*** Begin section ***

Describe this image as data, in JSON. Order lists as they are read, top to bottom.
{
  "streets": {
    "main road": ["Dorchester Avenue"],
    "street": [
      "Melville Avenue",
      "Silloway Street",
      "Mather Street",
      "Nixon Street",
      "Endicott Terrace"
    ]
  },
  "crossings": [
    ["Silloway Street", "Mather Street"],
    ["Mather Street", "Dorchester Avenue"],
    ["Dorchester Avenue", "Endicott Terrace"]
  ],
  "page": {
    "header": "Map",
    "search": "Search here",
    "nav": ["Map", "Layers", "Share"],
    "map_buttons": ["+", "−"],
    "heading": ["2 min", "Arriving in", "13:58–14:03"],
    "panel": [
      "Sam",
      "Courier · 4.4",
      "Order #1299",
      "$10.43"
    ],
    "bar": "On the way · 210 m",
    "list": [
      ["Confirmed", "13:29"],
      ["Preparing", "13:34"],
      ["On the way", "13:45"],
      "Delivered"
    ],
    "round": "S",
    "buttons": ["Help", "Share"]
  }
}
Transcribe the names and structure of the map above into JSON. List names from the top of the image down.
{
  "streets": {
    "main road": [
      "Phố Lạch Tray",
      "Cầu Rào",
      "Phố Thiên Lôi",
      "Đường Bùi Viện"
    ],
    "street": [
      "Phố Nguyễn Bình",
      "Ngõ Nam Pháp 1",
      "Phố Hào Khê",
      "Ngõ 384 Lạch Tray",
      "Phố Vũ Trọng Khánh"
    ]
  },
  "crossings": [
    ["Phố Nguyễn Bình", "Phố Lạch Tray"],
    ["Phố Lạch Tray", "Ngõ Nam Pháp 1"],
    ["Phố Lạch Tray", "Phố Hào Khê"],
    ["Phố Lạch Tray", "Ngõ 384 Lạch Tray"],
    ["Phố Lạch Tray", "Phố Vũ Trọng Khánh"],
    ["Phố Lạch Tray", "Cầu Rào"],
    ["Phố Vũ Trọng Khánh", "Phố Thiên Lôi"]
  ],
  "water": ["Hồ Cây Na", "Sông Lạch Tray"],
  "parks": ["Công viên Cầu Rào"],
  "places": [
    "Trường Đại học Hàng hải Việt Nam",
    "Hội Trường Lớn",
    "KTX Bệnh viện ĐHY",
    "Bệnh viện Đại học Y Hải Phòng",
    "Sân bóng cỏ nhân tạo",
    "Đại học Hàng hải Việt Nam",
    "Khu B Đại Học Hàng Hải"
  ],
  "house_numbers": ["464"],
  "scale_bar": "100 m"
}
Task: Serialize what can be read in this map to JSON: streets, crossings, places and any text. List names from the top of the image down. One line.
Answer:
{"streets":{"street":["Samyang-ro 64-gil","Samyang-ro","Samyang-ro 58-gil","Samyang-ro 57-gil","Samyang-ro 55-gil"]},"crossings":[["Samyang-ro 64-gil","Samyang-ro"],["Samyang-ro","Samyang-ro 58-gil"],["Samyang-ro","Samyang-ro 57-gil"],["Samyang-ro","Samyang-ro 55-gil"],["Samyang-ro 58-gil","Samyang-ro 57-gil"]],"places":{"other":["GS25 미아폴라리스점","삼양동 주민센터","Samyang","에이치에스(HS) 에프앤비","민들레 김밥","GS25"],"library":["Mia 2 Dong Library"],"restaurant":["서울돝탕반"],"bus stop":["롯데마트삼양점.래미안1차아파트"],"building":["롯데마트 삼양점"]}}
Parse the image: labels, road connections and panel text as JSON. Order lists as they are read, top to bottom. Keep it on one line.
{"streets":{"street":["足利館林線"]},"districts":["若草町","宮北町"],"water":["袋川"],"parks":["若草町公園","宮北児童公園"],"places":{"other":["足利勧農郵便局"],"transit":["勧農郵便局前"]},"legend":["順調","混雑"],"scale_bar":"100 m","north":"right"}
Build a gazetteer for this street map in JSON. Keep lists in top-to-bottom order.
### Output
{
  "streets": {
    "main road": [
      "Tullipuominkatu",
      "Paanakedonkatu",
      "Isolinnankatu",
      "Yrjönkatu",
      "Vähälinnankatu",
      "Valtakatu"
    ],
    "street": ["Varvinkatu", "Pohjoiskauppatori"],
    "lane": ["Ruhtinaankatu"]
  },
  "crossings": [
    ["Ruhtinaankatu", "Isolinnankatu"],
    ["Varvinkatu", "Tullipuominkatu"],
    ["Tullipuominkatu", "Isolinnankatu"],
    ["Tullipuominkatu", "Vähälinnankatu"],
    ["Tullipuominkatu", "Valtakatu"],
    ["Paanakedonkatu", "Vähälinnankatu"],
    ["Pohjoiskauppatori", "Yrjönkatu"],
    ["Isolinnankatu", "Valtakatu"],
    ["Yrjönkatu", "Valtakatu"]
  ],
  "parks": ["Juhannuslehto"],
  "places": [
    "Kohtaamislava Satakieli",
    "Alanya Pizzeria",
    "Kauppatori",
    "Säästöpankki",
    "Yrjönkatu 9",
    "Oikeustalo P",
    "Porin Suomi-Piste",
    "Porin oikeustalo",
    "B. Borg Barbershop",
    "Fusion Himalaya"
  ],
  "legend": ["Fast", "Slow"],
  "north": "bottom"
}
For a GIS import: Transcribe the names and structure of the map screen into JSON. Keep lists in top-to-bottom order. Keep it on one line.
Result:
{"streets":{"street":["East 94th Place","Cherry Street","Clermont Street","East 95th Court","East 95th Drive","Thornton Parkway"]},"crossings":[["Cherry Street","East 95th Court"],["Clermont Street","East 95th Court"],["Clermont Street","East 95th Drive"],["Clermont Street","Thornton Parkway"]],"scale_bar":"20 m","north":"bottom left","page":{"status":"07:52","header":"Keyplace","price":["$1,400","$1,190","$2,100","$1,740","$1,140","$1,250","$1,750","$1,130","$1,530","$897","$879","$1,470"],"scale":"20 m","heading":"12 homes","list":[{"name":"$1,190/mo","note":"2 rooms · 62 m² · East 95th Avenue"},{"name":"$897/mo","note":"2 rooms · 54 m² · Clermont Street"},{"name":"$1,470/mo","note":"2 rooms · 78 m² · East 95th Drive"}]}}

*** End section ***

_Task objective_.
Give the records back in full, word for word.

_Worked solution_.
Describe this image as data, in JSON. Order lists as they are read, top to bottom.
{
  "streets": {
    "main road": ["Dorchester Avenue"],
    "street": [
      "Melville Avenue",
      "Silloway Street",
      "Mather Street",
      "Nixon Street",
      "Endicott Terrace"
    ]
  },
  "crossings": [
    ["Silloway Street", "Mather Street"],
    ["Mather Street", "Dorchester Avenue"],
    ["Dorchester Avenue", "Endicott Terrace"]
  ],
  "page": {
    "header": "Map",
    "search": "Search here",
    "nav": ["Map", "Layers", "Share"],
    "map_buttons": ["+", "−"],
    "heading": ["2 min", "Arriving in", "13:58–14:03"],
    "panel": [
      "Sam",
      "Courier · 4.4",
      "Order #1299",
      "$10.43"
    ],
    "bar": "On the way · 210 m",
    "list": [
      ["Confirmed", "13:29"],
      ["Preparing", "13:34"],
      ["On the way", "13:45"],
      "Delivered"
    ],
    "round": "S",
    "buttons": ["Help", "Share"]
  }
}
Transcribe the names and structure of the map above into JSON. List names from the top of the image down.
{
  "streets": {
    "main road": [
      "Phố Lạch Tray",
      "Cầu Rào",
      "Phố Thiên Lôi",
      "Đường Bùi Viện"
    ],
    "street": [
      "Phố Nguyễn Bình",
      "Ngõ Nam Pháp 1",
      "Phố Hào Khê",
      "Ngõ 384 Lạch Tray",
      "Phố Vũ Trọng Khánh"
    ]
  },
  "crossings": [
    ["Phố Nguyễn Bình", "Phố Lạch Tray"],
    ["Phố Lạch Tray", "Ngõ Nam Pháp 1"],
    ["Phố Lạch Tray", "Phố Hào Khê"],
    ["Phố Lạch Tray", "Ngõ 384 Lạch Tray"],
    ["Phố Lạch Tray", "Phố Vũ Trọng Khánh"],
    ["Phố Lạch Tray", "Cầu Rào"],
    ["Phố Vũ Trọng Khánh", "Phố Thiên Lôi"]
  ],
  "water": ["Hồ Cây Na", "Sông Lạch Tray"],
  "parks": ["Công viên Cầu Rào"],
  "places": [
    "Trường Đại học Hàng hải Việt Nam",
    "Hội Trường Lớn",
    "KTX Bệnh viện ĐHY",
    "Bệnh viện Đại học Y Hải Phòng",
    "Sân bóng cỏ nhân tạo",
    "Đại học Hàng hải Việt Nam",
    "Khu B Đại Học Hàng Hải"
  ],
  "house_numbers": ["464"],
  "scale_bar": "100 m"
}
Task: Serialize what can be read in this map to JSON: streets, crossings, places and any text. List names from the top of the image down. One line.
Answer:
{"streets":{"street":["Samyang-ro 64-gil","Samyang-ro","Samyang-ro 58-gil","Samyang-ro 57-gil","Samyang-ro 55-gil"]},"crossings":[["Samyang-ro 64-gil","Samyang-ro"],["Samyang-ro","Samyang-ro 58-gil"],["Samyang-ro","Samyang-ro 57-gil"],["Samyang-ro","Samyang-ro 55-gil"],["Samyang-ro 58-gil","Samyang-ro 57-gil"]],"places":{"other":["GS25 미아폴라리스점","삼양동 주민센터","Samyang","에이치에스(HS) 에프앤비","민들레 김밥","GS25"],"library":["Mia 2 Dong Library"],"restaurant":["서울돝탕반"],"bus stop":["롯데마트삼양점.래미안1차아파트"],"building":["롯데마트 삼양점"]}}
Parse the image: labels, road connections and panel text as JSON. Order lists as they are read, top to bottom. Keep it on one line.
{"streets":{"street":["足利館林線"]},"districts":["若草町","宮北町"],"water":["袋川"],"parks":["若草町公園","宮北児童公園"],"places":{"other":["足利勧農郵便局"],"transit":["勧農郵便局前"]},"legend":["順調","混雑"],"scale_bar":"100 m","north":"right"}
Build a gazetteer for this street map in JSON. Keep lists in top-to-bottom order.
### Output
{
  "streets": {
    "main road": [
      "Tullipuominkatu",
      "Paanakedonkatu",
      "Isolinnankatu",
      "Yrjönkatu",
      "Vähälinnankatu",
      "Valtakatu"
    ],
    "street": ["Varvinkatu", "Pohjoiskauppatori"],
    "lane": ["Ruhtinaankatu"]
  },
  "crossings": [
    ["Ruhtinaankatu", "Isolinnankatu"],
    ["Varvinkatu", "Tullipuominkatu"],
    ["Tullipuominkatu", "Isolinnankatu"],
    ["Tullipuominkatu", "Vähälinnankatu"],
    ["Tullipuominkatu", "Valtakatu"],
    ["Paanakedonkatu", "Vähälinnankatu"],
    ["Pohjoiskauppatori", "Yrjönkatu"],
    ["Isolinnankatu", "Valtakatu"],
    ["Yrjönkatu", "Valtakatu"]
  ],
  "parks": ["Juhannuslehto"],
  "places": [
    "Kohtaamislava Satakieli",
    "Alanya Pizzeria",
    "Kauppatori",
    "Säästöpankki",
    "Yrjönkatu 9",
    "Oikeustalo P",
    "Porin Suomi-Piste",
    "Porin oikeustalo",
    "B. Borg Barbershop",
    "Fusion Himalaya"
  ],
  "legend": ["Fast", "Slow"],
  "north": "bottom"
}
For a GIS import: Transcribe the names and structure of the map screen into JSON. Keep lists in top-to-bottom order. Keep it on one line.
Result:
{"streets":{"street":["East 94th Place","Cherry Street","Clermont Street","East 95th Court","East 95th Drive","Thornton Parkway"]},"crossings":[["Cherry Street","East 95th Court"],["Clermont Street","East 95th Court"],["Clermont Street","East 95th Drive"],["Clermont Street","Thornton Parkway"]],"scale_bar":"20 m","north":"bottom left","page":{"status":"07:52","header":"Keyplace","price":["$1,400","$1,190","$2,100","$1,740","$1,140","$1,250","$1,750","$1,130","$1,530","$897","$879","$1,470"],"scale":"20 m","heading":"12 homes","list":[{"name":"$1,190/mo","note":"2 rooms · 62 m² · East 95th Avenue"},{"name":"$897/mo","note":"2 rooms · 54 m² · Clermont Street"},{"name":"$1,470/mo","note":"2 rooms · 78 m² · East 95th Drive"}]}}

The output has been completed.